Have a key, a defined goal because, as much as the tool is there, it isn't able to create a goal. The goal is, "We would like to improve the security of our codebase by at least X percent, ensure that 90 percent of our applications, for example, going to market are secure applications." With that goal in place, I would look at purchasing the tool because it would be an immediate implementation of that strategy. We bought the tool with that idea in mind, but nothing clearly defined on a granular policy level. But that's ultimately what makes the difference, to say we are focusing on looking at these types of either licensing or dependencies. The tool is then just automating that process or enabling us to do that. It's taken us about two-and-a-half years to implement a strategy. Whereas, if we had the strategy initially in place, it would have gone much faster.
The governance is centered around security and licensing. Those are the core governance factors around the policy. From a dev SecOps perspective, it's fundamental for governing your third-party dependencies. That's where the enforcement comes in. Once you've defined the policy, it becomes the law, and you can enforce that law. If you are working in a SecOps-type environment then you would sign off on that policy to enforce that.
We haven't used the Success Metrics to its full potential. We understand it revolves around targets that need to be set and how far you are from those success targets, but we haven't used that as yet.
I wouldn't look at it as a root-cause analysis or a monitoring tool. Yes, it does scan for security vulnerabilities and where we've violated licensing, but it's not used as an Elasticsearch, a Splunk-type, or Dynatrace-type of tool. When it comes to troubleshooting and root cause analysis, will we use our Dynatrace and our Elasticsearch to look at the logs.

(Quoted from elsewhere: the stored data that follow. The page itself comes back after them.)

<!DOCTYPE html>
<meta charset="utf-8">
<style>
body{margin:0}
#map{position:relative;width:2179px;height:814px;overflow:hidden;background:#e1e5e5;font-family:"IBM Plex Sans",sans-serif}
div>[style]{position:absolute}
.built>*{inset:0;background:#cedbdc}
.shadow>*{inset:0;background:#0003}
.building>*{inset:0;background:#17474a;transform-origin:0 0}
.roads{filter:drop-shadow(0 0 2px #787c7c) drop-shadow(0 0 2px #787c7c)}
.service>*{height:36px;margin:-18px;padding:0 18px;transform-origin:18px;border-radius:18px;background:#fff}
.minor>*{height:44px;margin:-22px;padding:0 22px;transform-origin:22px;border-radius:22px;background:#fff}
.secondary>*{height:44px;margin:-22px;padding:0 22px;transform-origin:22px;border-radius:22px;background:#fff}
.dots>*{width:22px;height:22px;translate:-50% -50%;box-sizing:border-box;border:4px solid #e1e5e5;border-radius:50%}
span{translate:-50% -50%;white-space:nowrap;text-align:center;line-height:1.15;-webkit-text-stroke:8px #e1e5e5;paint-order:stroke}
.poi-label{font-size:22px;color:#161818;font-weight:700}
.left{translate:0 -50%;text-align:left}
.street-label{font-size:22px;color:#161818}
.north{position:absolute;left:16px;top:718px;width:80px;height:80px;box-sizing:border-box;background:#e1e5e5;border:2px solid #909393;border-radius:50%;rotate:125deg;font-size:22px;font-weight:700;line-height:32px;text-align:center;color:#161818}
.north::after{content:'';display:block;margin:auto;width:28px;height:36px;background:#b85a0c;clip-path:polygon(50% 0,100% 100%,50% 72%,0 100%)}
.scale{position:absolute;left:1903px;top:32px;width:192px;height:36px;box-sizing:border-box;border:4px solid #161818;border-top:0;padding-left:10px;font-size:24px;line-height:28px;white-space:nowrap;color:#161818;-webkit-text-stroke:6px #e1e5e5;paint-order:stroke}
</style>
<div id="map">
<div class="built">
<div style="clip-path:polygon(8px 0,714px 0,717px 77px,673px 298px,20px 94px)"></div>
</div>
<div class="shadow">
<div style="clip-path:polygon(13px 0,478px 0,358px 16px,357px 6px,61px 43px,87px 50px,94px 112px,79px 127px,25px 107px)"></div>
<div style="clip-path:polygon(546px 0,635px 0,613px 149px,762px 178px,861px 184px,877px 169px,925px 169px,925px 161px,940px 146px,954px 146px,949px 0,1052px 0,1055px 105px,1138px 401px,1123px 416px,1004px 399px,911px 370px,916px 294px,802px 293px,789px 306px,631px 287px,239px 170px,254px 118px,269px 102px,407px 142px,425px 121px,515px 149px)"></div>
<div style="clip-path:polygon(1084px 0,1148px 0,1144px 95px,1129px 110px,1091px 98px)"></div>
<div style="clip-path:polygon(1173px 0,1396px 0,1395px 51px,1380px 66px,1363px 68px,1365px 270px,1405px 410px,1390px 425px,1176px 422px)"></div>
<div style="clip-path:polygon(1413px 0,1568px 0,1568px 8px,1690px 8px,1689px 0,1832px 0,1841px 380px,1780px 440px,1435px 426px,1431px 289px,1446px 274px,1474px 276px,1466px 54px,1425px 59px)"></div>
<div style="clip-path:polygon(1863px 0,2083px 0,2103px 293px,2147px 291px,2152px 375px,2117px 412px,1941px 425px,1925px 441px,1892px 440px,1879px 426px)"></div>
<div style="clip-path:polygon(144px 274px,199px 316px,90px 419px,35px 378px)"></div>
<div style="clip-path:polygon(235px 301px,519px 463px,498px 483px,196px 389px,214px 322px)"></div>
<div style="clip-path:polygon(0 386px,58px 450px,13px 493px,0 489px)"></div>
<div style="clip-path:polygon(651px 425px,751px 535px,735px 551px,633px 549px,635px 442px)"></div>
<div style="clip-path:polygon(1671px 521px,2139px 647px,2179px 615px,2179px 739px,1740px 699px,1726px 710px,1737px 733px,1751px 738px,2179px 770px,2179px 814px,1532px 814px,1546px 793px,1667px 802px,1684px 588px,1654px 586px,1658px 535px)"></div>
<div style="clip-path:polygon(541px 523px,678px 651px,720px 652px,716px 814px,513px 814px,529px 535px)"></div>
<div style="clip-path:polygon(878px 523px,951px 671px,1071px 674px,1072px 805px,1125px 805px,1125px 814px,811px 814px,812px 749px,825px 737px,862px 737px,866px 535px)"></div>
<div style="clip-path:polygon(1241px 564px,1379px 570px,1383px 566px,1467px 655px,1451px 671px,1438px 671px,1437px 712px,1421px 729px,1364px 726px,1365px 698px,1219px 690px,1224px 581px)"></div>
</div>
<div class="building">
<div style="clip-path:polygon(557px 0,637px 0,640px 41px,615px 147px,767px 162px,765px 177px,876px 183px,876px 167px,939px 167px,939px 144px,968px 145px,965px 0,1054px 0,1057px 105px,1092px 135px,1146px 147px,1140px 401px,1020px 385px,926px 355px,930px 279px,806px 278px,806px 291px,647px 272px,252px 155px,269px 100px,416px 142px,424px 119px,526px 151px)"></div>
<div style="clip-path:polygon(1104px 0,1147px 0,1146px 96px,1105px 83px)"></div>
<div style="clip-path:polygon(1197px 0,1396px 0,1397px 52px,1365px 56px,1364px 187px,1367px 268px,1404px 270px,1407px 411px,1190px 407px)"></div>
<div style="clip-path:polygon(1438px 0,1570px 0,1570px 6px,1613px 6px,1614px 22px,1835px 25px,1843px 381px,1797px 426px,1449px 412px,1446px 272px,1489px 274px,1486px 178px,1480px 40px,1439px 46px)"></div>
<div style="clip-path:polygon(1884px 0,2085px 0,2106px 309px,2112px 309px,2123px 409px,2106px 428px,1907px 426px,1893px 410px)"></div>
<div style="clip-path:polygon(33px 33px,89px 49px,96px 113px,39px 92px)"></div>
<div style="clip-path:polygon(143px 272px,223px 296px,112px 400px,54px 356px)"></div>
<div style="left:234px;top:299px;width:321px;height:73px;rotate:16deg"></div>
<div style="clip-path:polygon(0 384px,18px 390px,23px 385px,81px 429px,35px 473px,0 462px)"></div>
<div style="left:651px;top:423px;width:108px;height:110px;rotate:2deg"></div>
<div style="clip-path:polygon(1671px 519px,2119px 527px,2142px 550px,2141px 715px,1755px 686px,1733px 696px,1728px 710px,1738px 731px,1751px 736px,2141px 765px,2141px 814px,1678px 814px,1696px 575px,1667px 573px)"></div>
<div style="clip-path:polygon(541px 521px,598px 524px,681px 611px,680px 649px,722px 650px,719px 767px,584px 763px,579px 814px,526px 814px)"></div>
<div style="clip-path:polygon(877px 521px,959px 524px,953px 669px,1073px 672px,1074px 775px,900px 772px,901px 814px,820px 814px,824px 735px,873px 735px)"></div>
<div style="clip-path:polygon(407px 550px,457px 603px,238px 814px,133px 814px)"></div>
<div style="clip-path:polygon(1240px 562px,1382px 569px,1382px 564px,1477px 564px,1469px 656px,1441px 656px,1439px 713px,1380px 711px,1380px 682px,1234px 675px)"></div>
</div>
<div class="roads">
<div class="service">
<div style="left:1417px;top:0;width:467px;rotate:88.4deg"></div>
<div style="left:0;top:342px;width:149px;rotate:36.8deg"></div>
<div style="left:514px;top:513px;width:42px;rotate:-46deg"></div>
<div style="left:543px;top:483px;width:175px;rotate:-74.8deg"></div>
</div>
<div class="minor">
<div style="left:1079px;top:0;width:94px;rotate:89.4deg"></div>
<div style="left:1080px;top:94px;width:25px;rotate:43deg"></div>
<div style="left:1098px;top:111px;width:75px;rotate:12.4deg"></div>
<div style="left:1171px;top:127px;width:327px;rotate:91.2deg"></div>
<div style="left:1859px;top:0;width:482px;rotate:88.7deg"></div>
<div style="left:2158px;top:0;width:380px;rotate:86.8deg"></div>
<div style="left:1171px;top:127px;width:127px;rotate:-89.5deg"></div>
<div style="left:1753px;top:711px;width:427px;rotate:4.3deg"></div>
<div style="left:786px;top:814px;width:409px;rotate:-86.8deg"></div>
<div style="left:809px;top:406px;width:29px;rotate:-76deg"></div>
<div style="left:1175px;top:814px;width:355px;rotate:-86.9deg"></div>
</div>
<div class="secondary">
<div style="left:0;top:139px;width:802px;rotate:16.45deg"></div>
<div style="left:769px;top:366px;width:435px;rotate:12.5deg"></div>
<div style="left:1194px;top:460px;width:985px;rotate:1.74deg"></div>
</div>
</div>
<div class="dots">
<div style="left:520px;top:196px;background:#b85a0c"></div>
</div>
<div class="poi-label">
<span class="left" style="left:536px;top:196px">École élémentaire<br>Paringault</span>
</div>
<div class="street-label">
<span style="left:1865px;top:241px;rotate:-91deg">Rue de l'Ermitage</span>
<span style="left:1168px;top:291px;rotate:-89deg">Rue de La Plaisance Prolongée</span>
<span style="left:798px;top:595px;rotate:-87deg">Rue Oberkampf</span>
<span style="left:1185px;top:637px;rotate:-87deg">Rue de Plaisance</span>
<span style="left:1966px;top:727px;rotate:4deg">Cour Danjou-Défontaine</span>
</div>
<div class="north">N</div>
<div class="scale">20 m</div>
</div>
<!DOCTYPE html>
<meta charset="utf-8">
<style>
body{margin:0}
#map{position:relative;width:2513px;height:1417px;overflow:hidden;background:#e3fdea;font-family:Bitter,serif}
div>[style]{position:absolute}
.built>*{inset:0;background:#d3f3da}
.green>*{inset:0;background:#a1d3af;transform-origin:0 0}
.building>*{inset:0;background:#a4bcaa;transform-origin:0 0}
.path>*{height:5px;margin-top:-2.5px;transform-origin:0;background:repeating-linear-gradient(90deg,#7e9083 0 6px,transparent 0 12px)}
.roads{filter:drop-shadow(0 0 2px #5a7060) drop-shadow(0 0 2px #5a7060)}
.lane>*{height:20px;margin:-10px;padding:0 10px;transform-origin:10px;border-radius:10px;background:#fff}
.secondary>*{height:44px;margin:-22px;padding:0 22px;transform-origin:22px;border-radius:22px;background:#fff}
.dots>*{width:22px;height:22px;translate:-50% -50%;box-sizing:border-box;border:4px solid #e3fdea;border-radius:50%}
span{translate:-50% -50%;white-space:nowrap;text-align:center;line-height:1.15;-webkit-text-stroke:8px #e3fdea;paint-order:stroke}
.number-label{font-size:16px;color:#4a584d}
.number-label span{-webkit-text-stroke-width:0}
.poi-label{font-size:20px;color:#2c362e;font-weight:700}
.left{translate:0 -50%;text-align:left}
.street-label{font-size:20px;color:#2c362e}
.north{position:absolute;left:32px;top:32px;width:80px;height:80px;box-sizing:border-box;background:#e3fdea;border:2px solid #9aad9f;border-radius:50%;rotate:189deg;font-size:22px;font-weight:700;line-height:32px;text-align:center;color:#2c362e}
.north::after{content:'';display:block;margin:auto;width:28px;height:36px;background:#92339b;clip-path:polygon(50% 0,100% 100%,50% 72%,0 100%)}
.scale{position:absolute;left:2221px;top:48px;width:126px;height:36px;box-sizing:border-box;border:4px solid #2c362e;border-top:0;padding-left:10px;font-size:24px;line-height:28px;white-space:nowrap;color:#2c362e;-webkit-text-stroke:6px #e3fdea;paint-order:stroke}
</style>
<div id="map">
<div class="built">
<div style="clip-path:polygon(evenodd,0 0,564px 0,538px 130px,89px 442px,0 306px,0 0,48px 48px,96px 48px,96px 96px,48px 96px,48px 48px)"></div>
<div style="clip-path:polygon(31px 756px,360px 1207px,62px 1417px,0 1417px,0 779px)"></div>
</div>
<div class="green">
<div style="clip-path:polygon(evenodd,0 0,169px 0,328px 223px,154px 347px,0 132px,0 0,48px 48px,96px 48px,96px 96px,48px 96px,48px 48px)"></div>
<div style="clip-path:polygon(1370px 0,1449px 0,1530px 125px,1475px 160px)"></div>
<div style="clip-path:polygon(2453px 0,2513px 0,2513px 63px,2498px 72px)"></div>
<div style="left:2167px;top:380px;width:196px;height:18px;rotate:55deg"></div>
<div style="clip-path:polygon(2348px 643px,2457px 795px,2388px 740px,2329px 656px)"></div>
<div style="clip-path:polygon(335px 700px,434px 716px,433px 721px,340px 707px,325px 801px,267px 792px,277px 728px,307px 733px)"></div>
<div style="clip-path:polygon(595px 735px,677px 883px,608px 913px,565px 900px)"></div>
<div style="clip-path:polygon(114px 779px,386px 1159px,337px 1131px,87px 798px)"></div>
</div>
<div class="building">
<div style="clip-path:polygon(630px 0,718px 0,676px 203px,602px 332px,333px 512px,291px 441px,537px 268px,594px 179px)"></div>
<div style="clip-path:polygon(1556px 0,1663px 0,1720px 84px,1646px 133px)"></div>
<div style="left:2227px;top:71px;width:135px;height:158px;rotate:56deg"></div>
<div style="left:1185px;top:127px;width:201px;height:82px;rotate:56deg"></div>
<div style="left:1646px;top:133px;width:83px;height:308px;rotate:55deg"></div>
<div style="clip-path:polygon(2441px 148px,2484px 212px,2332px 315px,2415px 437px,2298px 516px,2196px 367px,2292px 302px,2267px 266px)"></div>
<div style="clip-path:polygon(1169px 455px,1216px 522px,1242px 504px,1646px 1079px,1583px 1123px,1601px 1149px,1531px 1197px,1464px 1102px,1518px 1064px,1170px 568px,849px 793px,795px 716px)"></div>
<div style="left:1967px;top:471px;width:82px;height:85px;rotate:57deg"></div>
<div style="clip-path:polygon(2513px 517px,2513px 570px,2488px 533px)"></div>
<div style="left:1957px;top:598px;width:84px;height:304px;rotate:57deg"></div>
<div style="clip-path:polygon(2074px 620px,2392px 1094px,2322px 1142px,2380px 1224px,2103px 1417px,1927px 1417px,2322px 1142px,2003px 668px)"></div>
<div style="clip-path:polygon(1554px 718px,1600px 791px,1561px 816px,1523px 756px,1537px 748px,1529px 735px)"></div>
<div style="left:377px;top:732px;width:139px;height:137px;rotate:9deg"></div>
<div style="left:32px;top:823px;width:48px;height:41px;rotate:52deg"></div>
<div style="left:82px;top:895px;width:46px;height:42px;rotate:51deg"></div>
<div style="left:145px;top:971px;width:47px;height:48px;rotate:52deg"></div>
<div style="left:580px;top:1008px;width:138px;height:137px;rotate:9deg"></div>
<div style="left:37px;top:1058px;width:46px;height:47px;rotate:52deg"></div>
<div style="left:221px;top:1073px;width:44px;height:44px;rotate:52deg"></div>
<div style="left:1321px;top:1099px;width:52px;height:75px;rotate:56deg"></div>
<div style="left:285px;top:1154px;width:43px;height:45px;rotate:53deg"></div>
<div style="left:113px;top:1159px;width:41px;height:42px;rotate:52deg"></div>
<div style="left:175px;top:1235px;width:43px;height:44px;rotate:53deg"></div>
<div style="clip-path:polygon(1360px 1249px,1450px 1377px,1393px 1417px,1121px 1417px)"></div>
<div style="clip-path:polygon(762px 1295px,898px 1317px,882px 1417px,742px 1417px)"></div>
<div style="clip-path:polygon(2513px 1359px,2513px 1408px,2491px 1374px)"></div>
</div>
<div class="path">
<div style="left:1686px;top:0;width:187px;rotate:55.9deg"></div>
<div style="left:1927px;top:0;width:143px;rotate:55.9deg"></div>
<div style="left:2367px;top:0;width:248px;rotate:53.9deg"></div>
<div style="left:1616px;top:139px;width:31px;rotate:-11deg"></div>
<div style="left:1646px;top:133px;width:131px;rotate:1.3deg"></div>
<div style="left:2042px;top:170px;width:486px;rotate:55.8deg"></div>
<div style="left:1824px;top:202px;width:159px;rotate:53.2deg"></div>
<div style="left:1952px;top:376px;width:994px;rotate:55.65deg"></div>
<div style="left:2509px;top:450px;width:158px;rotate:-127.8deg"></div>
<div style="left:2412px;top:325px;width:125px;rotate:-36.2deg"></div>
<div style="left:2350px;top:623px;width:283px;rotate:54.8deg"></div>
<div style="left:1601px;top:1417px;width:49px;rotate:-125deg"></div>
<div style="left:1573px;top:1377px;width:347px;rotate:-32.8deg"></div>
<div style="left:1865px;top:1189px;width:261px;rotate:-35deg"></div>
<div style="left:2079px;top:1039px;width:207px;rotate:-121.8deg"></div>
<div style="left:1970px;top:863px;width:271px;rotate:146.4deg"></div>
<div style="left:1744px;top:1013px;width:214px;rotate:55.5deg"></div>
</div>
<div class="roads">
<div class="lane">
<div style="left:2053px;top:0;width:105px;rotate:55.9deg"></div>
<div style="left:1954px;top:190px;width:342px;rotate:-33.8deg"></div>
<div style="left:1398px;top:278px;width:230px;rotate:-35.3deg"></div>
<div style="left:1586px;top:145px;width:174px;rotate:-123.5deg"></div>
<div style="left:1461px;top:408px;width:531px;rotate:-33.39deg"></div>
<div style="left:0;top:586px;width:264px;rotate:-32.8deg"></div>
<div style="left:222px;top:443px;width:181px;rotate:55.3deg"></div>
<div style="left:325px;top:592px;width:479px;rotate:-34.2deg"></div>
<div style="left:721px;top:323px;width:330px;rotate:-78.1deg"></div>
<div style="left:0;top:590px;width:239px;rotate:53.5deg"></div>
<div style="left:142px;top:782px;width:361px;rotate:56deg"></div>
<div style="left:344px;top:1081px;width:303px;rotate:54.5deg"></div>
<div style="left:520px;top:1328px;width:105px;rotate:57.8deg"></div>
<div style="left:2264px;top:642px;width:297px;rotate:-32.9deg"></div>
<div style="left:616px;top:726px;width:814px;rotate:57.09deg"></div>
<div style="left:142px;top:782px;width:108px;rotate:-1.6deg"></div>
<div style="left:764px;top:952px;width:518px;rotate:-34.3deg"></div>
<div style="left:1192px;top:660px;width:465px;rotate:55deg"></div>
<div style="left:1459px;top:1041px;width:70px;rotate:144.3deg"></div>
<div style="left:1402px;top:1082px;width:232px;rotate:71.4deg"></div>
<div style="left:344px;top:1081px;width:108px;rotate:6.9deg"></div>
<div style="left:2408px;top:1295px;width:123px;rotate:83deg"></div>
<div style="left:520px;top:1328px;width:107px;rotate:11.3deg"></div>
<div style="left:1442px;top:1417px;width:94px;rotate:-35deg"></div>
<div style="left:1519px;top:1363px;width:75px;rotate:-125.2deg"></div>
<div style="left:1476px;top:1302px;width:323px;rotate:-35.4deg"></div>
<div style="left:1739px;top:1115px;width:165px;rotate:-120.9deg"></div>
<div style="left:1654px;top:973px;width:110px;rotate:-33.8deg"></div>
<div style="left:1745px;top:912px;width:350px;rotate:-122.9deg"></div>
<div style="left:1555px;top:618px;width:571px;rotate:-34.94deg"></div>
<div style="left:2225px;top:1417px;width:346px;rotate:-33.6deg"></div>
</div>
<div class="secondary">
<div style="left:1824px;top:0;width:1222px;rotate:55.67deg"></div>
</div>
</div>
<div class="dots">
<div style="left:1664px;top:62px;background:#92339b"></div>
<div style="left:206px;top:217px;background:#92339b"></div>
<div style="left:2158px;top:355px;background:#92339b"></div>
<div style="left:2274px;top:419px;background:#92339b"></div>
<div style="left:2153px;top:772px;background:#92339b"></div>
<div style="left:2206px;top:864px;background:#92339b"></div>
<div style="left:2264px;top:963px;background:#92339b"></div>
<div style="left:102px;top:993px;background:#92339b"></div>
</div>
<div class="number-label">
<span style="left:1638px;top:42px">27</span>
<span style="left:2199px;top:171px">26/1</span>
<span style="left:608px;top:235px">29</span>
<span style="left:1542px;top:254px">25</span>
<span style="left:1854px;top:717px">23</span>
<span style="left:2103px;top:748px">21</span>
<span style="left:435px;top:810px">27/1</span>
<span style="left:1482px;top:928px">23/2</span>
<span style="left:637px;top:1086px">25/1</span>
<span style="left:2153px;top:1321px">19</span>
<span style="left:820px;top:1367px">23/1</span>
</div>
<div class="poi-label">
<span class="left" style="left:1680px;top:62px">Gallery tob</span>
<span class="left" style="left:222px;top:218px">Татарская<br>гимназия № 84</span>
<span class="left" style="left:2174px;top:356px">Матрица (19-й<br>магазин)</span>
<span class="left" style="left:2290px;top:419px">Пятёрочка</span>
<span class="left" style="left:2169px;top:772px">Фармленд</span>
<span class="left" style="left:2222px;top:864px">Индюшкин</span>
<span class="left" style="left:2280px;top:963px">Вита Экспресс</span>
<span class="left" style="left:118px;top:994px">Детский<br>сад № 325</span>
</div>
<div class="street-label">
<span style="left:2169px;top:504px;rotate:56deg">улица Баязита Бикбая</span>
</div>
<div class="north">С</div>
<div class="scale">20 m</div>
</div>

A lot of the third-party dependencies are open-source dependencies. A lot of them are provided through Apache, etc. We always look at enterprise solutions because of the nature of our business, but where the is an open-source piece of software which we can utilize as part of our enterprise solution then we do. We haven't scoped Nexus IQ to focus on open-source software. Nexus IQ in and of itself is commercial. If we had to use Jenkins or any of the open-source build tools, it would easily integrate with those open-source tools.
Using Nexus Lifecycle, it might end up taking longer to release to market because you may need to refactor. In an industry where these applications have already been developed and now you end up scanning them and you pick up all these issues, you are going to have to refactor them. That means that either new requests must go into a backlog or you fix technical debt, which is what Nexus IQ is going to tell you to do. It might have an adverse impact at first, but the goal is to get to a point where you break even.
Now we are at a point whereby our apps are being released into production as secure applications. There is the opportunity with new applications, from the onset, to ensure that they are released as secure apps into the market. That doesn't mean that they might be released faster because that could depend on a number of factors. It could depend on your testing cycle, it could depend on your release process, etc.
We haven't had a one-on-one sit-down, or a survey done to really gauge the type of developer engagement. Our level of adoption has been a little inconsistent. Right now, they're getting the visibility of these metrics, but they don't actually have to do anything about it. But once we enforce the policy that their builds and releases will fail, then they will be forced to do something about it. From a SecOps perspective, it enables them to put that application on a risk register and say, "Listen, we need business to focus on fixing this application, making sure it's secure." That's the direction we are currently headed in. Developer productivity could be based on how automated our pipeline is. We are there. We just have to focus on dev and nothing else. This might actually give them that awareness.